What is Extended Grapheme Clusters in SWIFT?

0 votes
asked Mar 3, 2015 in Swift by john (4,220 points)
Hi All

  What is Extended Grapheme Clusters in SWIFT?

1 Answer

0 votes
answered Mar 3, 2015 by kalpana (3,995 points)

Hi Jhon

Every instance of Swift’s Character type represents a single extended grapheme cluster. An extended grapheme cluster is a sequence of one or more Unicode scalars that (when combined) produce a single human-readable character.

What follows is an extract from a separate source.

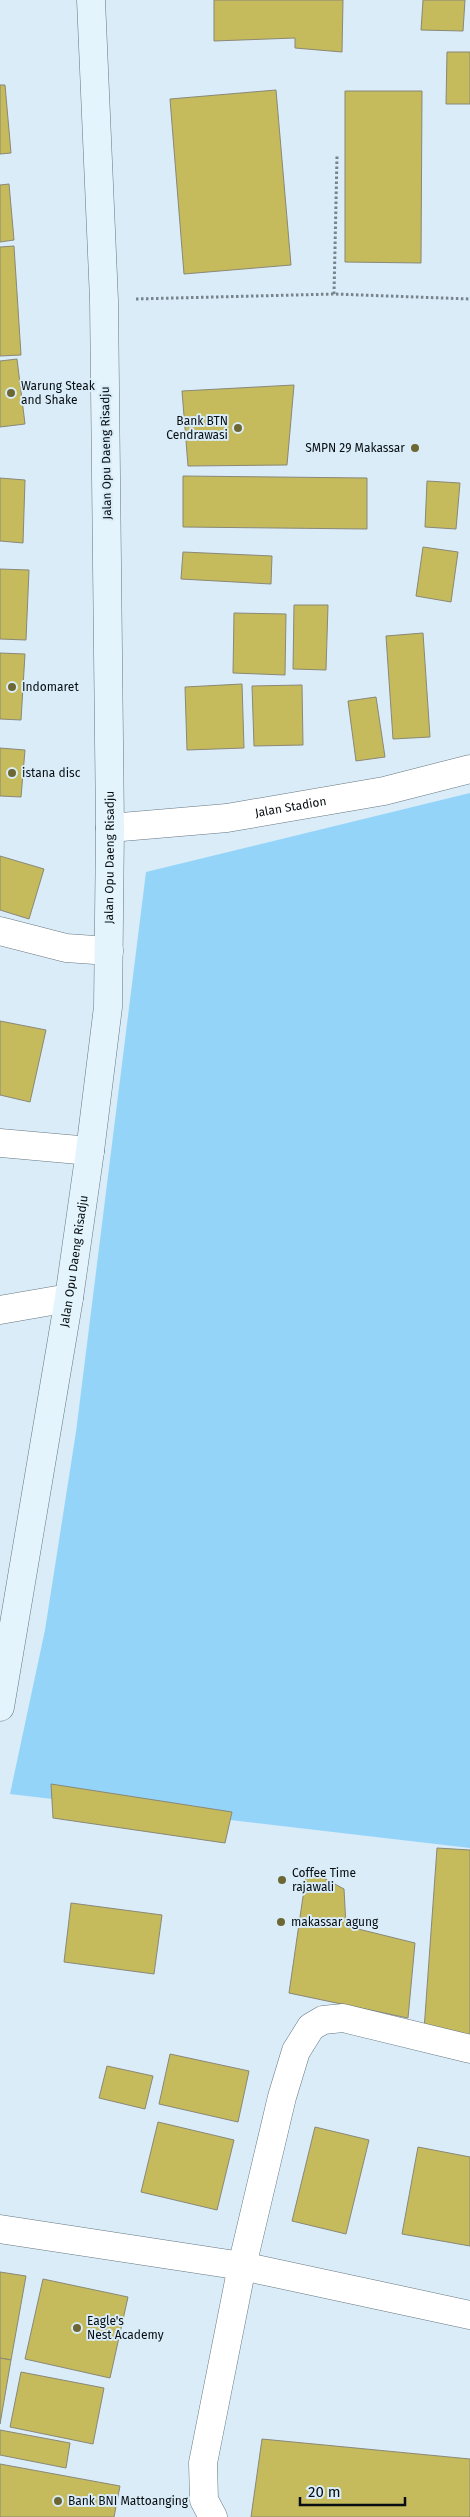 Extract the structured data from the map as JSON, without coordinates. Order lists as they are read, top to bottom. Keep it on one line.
{"streets":{"main road":["Jalan Opu Daeng Risadju"],"street":["Jalan Stadion"]},"crossings":[["Jalan Opu Daeng Risadju","Jalan Stadion"]],"places":["Warung Steak and Shake","Bank BTN Cendrawasi","SMPN 29 Makassar","Indomaret","istana disc","Coffee Time rajawali","makassar agung","Eagle's Nest Academy","Bank BNI Mattoanging"],"scale_bar":"20 m"} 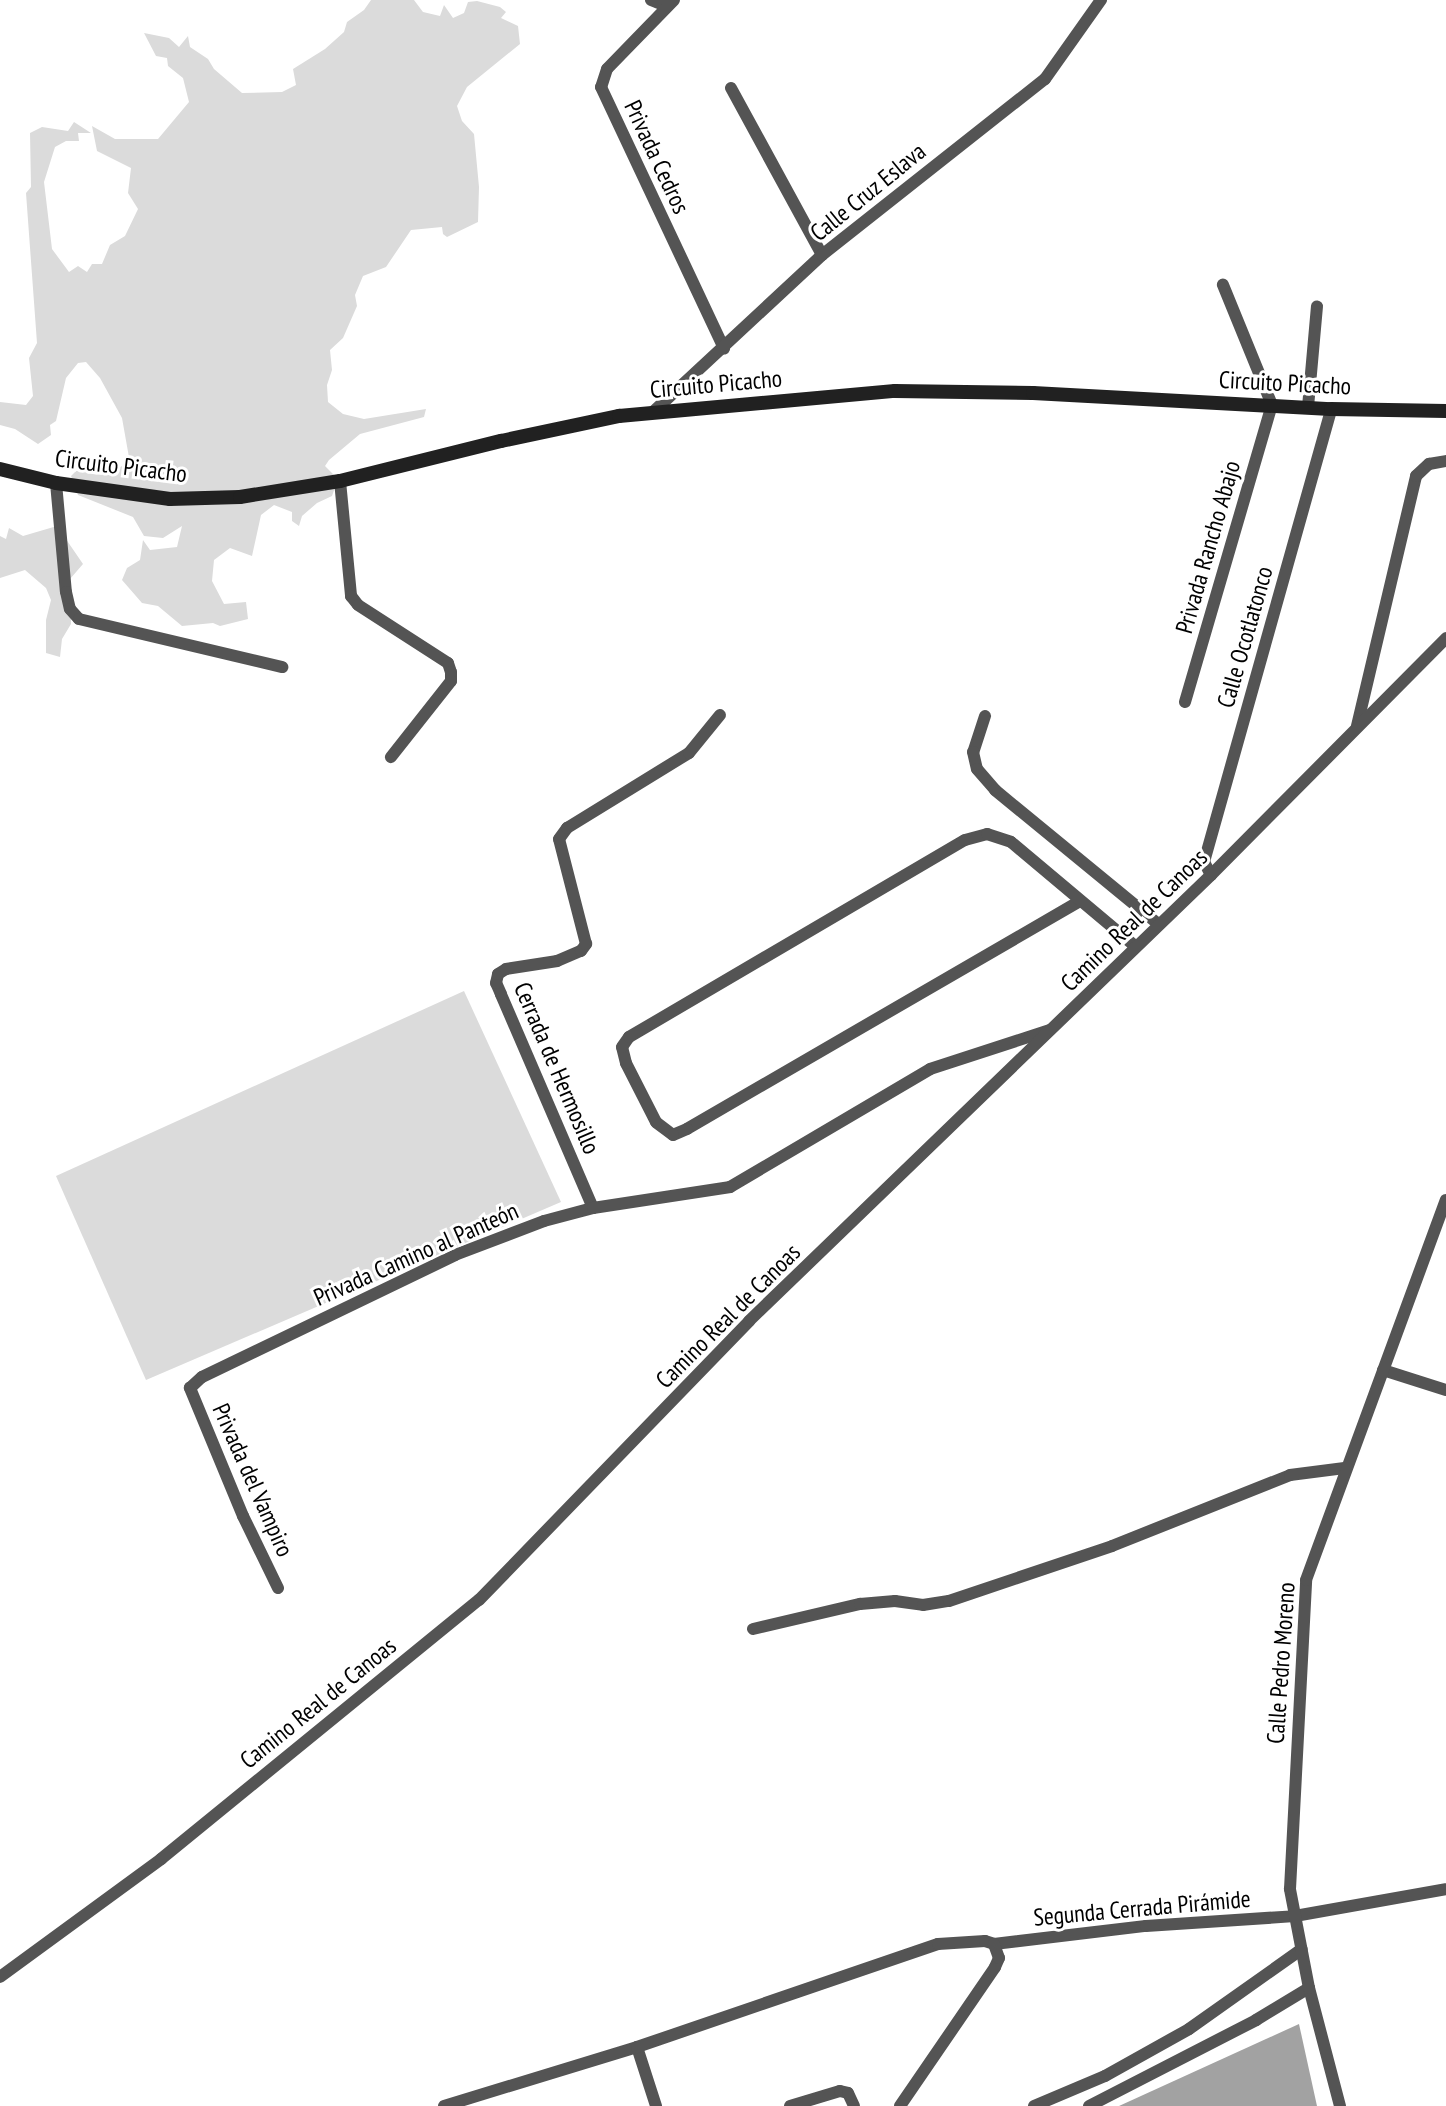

Here’s an example. The letter é can be represented as the single Unicode scalar é (LATIN SMALL LETTER E WITH ACUTE, or U+00E9). However, the same letter can also be represented as a pair of scalars—a standard letter e (LATIN SMALL LETTER E, or U+0065), followed by the COMBINING ACUTE ACCENT scalar (U+0301). The COMBINING ACUTE ACCENT scalar is graphically applied to the scalar that precedes it, turning an e into an éwhen it is rendered by a Unicode-aware text-rendering system.

In both cases, the letter é is represented as a single Swift Character value that represents an extended grapheme cluster. In the first case, the cluster contains a single scalar; in the second case, it is a cluster of two scalars:

  • let eAcute: Character = "\u{E9}" // é
  • let combinedEAcute: Character = "\u{65}\u{301}" // e followed by ́
  • // eAcute is é, combinedEAcute is é

Extended grapheme clusters are a flexible way to represent many complex script characters as a single Character value. For example, Hangul syllables from the Korean alphabet can be represented as either a precomposed or decomposed sequence. Both of these representations qualify as a single Character value in Swift:

  • let precomposed: Character = "\u{D55C}" // 한
  • let decomposed: Character = "\u{1112}\u{1161}\u{11AB}" // ᄒ, ᅡ, ᆫ
  • // precomposed is 한, decomposed is 한